DATASET EXCERPTS Block Start

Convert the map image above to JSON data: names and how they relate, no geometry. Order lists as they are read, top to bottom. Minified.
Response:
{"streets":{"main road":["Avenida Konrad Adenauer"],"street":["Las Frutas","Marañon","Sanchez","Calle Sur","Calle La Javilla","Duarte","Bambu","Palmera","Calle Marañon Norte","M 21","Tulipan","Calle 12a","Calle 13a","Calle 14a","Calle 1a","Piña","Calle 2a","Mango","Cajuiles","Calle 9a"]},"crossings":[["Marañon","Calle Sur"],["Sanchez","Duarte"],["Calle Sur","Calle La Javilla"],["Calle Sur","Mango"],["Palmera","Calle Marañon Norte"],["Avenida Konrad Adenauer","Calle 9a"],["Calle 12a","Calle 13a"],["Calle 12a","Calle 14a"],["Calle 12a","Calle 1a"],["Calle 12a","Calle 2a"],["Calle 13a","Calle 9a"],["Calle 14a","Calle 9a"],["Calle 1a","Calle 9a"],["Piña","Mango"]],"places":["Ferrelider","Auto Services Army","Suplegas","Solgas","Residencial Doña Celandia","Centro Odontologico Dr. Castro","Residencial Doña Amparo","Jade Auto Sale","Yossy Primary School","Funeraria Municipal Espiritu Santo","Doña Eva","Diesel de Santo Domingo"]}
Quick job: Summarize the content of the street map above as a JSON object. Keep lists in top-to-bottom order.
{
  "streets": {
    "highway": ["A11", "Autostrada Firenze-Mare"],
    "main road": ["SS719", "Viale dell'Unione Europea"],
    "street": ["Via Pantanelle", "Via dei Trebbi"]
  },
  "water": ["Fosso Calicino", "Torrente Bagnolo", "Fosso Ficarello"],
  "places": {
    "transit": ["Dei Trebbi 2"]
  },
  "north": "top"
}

DATASET EXCERPTS Block End

ABOUT THIS EXERCISE
Please print exactly the lines of the entries above, beginning with the line that contains "Quick job: Summarize" and ending with the last line.

TASK OUTPUT
Quick job: Summarize the content of the street map above as a JSON object. Keep lists in top-to-bottom order.
{
  "streets": {
    "highway": ["A11", "Autostrada Firenze-Mare"],
    "main road": ["SS719", "Viale dell'Unione Europea"],
    "street": ["Via Pantanelle", "Via dei Trebbi"]
  },
  "water": ["Fosso Calicino", "Torrente Bagnolo", "Fosso Ficarello"],
  "places": {
    "transit": ["Dei Trebbi 2"]
  },
  "north": "top"
}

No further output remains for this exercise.